Friday, 25 July 2014
Three cheers for David Ward.
The Liberal Democrat hierarchy does itself and the party no favours by slapping down anyone who says what they really think about the Israel/Palestine situation.
Ten years ago Jenny Tonge, after a visit to the Gaza Strip and being horrified by the conditions under which the people there were force to live, said that, whilst not condoning their actions, she understood motivations of the Palestinian suicide bombers. She was forced to apologise for her honesty by our then leader Charles Kennedy. Two years later Ming Campbell took similar action, and Nick Clegg sacked her from her post as a party spokesperson in 2010. She resigned from the party in 2012.
David Ward, Liberal Democrat MP for Bradford East, has been and is being subjected to similar harassment. Last July he was forced to apologise for speaking of the atrocities inflicted on Palestine by "the Jews." Apparently he should have said "the state of Israel." This week he has again been slapped down for empathising with, though not condoning, those who fire rockets into Israel.
The reaction has been totally disproportionate. Grant Shapps, the Tory Chairman, has condemned this expression of an honest opinion as an incitement to violence and "completely irresponsible. Labour's foreign affairs spokesman, Douglas Alexander, is even more vitriolic: these are "vile comments" which are "as revealing as they are repellent."
Regrettably, rather than defending Ward, this Liberal Democrat party, which puts "liberty", which includes freedom of speech, at the top of its values system, notes a clarification Ward has issued:
I utterly condemn the violence on both sides in Israel and Gaza. I condemn the actions of Hamas, and my comments were not in support of firing rockets into Israel. If they gave the opposite impression I apologise.
but ominously "will decide in due course if further disciplinary action should be taken."

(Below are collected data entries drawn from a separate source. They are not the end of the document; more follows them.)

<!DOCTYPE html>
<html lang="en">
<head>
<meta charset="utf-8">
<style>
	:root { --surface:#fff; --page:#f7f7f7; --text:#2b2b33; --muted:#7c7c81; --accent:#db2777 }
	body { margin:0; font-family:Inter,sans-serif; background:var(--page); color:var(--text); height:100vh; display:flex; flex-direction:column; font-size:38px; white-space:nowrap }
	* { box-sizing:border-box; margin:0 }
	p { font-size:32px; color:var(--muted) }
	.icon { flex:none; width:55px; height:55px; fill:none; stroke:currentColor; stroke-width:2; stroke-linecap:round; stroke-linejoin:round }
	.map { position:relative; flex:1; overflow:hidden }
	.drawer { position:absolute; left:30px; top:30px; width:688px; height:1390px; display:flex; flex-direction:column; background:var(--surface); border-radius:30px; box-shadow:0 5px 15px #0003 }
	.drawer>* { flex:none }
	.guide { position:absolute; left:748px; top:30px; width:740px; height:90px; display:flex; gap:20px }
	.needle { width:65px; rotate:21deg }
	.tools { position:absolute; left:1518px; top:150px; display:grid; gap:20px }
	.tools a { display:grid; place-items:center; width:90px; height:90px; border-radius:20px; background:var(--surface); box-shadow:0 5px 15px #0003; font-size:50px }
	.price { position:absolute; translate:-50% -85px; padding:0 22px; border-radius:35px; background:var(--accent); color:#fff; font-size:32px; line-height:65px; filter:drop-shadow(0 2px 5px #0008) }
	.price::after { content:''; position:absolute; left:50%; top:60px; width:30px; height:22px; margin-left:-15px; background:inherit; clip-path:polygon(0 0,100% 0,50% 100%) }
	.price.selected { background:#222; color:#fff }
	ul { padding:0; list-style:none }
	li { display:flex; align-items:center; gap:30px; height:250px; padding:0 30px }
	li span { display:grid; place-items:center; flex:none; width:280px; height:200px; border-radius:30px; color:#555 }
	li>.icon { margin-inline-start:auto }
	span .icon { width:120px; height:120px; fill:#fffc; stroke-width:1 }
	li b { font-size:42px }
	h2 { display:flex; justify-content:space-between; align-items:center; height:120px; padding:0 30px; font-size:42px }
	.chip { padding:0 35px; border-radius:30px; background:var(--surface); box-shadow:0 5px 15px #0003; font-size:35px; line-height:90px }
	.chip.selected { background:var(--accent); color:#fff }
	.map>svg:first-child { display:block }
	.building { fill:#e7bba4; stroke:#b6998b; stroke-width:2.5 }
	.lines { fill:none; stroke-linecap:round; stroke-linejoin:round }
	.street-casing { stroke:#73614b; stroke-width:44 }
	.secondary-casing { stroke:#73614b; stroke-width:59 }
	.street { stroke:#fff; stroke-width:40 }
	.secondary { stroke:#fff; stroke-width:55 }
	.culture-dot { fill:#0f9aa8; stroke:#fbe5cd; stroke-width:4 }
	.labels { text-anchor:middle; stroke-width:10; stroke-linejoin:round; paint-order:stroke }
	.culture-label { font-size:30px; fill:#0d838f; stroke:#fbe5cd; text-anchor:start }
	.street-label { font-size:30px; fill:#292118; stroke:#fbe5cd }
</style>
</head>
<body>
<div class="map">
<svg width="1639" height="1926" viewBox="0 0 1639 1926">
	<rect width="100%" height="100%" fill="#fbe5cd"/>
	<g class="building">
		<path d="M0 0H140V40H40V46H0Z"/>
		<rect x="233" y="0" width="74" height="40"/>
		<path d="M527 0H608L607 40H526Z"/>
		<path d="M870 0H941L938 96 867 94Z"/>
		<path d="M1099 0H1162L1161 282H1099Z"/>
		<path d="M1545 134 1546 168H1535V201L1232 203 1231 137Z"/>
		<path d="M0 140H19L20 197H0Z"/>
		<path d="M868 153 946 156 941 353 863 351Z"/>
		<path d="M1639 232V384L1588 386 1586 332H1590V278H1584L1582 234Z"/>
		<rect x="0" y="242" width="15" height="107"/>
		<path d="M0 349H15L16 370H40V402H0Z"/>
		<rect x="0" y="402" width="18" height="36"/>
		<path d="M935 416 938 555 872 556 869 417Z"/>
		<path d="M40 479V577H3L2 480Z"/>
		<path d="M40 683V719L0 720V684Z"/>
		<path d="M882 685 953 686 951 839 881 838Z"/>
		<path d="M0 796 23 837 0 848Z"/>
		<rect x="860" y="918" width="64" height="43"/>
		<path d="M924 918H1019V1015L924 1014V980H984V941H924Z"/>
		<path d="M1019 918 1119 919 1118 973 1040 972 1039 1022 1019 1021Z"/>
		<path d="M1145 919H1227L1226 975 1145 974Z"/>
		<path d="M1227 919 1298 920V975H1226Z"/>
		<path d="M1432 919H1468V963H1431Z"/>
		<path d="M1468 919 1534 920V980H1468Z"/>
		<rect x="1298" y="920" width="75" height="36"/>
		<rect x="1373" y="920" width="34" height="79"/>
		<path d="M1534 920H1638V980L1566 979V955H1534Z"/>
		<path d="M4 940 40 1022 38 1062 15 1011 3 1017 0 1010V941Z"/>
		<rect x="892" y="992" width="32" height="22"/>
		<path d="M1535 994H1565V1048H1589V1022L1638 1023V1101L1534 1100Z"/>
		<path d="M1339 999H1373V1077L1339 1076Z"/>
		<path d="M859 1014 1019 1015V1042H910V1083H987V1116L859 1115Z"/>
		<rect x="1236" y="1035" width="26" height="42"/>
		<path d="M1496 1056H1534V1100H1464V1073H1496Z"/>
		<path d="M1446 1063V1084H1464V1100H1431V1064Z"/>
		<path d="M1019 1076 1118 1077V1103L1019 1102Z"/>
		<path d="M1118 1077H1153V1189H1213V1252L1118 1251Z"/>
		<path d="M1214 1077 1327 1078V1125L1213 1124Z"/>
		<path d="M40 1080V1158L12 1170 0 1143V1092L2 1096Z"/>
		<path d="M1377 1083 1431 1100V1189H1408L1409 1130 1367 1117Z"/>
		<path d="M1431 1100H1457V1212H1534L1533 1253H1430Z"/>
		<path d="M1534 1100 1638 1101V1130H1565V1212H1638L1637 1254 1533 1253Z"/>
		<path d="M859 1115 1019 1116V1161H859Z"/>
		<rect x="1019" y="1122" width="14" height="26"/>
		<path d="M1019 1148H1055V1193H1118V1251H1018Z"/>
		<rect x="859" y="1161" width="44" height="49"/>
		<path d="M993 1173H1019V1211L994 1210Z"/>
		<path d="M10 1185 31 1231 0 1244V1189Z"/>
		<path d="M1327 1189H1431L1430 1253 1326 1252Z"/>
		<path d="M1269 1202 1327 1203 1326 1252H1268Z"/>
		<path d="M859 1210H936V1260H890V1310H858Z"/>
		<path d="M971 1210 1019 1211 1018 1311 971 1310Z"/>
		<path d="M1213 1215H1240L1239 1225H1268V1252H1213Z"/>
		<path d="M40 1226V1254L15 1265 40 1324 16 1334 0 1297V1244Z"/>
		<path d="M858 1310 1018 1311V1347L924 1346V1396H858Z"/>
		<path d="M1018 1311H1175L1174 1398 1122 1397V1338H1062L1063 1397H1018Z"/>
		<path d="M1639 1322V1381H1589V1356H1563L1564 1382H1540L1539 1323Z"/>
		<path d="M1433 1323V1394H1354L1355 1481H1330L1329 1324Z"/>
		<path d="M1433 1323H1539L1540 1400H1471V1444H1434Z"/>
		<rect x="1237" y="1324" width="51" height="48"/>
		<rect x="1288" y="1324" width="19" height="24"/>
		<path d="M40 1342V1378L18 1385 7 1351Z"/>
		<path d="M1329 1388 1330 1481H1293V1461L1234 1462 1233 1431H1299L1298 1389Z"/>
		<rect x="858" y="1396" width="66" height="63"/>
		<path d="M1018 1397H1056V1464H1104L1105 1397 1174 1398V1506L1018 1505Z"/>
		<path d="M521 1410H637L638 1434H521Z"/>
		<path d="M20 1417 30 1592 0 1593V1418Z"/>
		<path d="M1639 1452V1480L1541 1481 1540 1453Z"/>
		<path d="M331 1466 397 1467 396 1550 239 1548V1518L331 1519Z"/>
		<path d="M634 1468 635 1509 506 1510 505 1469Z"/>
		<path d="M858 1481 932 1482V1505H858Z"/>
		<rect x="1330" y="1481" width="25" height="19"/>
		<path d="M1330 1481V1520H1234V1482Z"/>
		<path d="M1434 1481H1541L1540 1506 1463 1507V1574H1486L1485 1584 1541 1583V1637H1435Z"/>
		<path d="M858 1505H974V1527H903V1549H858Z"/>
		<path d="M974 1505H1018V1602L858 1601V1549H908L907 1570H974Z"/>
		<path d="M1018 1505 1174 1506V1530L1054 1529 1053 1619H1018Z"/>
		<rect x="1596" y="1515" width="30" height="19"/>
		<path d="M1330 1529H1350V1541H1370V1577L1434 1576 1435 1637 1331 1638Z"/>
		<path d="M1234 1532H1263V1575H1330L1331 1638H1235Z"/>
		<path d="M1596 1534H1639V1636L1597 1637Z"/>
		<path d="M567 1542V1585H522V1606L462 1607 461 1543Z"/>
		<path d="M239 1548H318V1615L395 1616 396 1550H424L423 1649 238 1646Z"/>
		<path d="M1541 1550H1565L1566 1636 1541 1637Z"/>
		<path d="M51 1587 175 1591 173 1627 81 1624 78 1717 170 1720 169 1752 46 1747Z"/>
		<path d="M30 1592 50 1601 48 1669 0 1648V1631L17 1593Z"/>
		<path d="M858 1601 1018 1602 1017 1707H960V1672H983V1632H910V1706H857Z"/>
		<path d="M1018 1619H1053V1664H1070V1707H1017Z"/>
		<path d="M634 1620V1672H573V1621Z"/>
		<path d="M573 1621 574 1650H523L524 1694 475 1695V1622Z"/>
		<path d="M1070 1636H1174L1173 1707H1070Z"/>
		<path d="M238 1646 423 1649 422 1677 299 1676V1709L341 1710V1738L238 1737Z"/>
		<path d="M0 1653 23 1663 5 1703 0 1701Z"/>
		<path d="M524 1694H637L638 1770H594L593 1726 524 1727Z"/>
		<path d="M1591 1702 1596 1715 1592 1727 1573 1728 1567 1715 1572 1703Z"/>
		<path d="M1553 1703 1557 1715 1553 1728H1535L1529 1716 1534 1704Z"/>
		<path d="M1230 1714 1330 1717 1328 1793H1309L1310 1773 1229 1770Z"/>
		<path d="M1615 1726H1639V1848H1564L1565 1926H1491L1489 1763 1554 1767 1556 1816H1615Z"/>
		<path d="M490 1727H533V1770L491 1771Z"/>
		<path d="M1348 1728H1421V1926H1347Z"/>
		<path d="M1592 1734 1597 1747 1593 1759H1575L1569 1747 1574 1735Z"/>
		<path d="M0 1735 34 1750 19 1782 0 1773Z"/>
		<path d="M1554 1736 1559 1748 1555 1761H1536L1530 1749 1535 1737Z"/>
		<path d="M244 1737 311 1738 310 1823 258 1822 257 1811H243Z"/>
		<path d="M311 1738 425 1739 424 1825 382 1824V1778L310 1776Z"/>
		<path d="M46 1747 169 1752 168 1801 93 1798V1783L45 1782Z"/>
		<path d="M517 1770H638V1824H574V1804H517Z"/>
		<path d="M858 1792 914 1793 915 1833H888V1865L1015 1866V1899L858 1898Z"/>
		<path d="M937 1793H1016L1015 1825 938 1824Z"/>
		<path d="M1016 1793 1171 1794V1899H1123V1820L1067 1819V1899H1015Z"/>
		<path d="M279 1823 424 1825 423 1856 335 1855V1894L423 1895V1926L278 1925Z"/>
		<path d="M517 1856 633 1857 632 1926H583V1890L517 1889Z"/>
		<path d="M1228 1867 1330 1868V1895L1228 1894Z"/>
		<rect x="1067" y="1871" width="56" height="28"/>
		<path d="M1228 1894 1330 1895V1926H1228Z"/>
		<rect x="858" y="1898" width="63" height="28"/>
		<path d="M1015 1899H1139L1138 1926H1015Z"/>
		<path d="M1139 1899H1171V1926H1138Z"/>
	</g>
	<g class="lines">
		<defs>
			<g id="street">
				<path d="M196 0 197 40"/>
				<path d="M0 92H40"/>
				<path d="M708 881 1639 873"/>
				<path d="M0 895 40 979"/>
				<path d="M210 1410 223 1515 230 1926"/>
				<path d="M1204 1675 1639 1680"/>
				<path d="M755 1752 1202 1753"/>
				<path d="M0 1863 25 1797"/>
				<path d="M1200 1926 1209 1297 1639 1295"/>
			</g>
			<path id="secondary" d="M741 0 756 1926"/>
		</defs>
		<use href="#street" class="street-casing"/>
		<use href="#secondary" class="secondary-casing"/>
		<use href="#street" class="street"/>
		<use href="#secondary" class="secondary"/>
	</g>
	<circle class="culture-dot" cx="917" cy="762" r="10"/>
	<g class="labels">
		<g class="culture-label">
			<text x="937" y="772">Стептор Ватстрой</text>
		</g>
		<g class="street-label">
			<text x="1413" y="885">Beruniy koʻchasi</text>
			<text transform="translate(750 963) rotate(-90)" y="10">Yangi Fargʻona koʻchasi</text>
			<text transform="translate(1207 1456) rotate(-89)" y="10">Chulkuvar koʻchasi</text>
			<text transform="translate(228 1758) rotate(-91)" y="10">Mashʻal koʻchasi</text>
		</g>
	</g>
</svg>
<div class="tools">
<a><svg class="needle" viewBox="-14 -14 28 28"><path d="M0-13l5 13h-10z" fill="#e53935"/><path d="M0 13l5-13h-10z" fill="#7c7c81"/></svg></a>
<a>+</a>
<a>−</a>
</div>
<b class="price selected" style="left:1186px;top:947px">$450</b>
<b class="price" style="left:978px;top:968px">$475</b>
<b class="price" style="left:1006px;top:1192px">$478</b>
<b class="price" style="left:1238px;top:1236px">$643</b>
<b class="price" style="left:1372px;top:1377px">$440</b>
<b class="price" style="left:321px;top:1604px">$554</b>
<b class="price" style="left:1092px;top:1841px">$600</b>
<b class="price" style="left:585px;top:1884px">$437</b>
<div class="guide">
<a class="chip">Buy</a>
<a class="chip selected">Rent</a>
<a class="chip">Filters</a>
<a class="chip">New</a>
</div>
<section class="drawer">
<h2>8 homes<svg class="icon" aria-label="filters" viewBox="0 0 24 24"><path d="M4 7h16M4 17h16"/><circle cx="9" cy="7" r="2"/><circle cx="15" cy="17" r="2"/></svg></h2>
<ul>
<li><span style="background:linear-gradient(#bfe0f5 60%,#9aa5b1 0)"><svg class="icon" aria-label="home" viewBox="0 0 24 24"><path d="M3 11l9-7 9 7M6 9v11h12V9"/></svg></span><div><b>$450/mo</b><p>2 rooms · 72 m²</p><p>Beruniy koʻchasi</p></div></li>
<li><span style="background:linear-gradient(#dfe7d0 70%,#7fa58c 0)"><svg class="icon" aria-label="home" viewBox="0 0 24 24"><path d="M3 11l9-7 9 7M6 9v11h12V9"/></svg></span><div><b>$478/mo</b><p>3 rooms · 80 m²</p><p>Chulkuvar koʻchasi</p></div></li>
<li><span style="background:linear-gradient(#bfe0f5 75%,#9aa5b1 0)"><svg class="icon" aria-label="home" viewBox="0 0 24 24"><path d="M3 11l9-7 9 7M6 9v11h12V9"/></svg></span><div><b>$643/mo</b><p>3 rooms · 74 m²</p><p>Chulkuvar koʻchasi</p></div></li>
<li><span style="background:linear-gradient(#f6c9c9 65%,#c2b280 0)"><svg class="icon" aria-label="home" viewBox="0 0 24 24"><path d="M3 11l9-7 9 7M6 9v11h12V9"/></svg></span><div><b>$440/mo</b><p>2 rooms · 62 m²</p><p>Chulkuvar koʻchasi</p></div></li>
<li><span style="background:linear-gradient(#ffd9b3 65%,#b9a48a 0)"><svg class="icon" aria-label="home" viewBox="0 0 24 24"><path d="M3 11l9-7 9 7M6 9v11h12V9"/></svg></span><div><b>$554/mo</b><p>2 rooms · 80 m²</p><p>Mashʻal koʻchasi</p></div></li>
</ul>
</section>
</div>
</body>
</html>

In 2006 Jenny Tonge claimed: "The pro-Israeli lobby has got its grips on the western world, its financial grips. I think they've probably got a grip on our party."
A similar claim could be made about the relative resources devoted to perception management. I'm writing from memory but I think, during last year's spat, Ward claimed that any criticism of Israel was promptly met be a roller coaster of PR to discredit the critic and put the Israeli case. The Arabs simply do not have the resources to match.
The Liberal Democrat party, as successors to J S Mill ("If all mankind minus one . . .") as well as Beveridge and Keynes, should be in the forefront of defending the expression of honestly felt opinions, not joining the well financed apparatus for squashing them.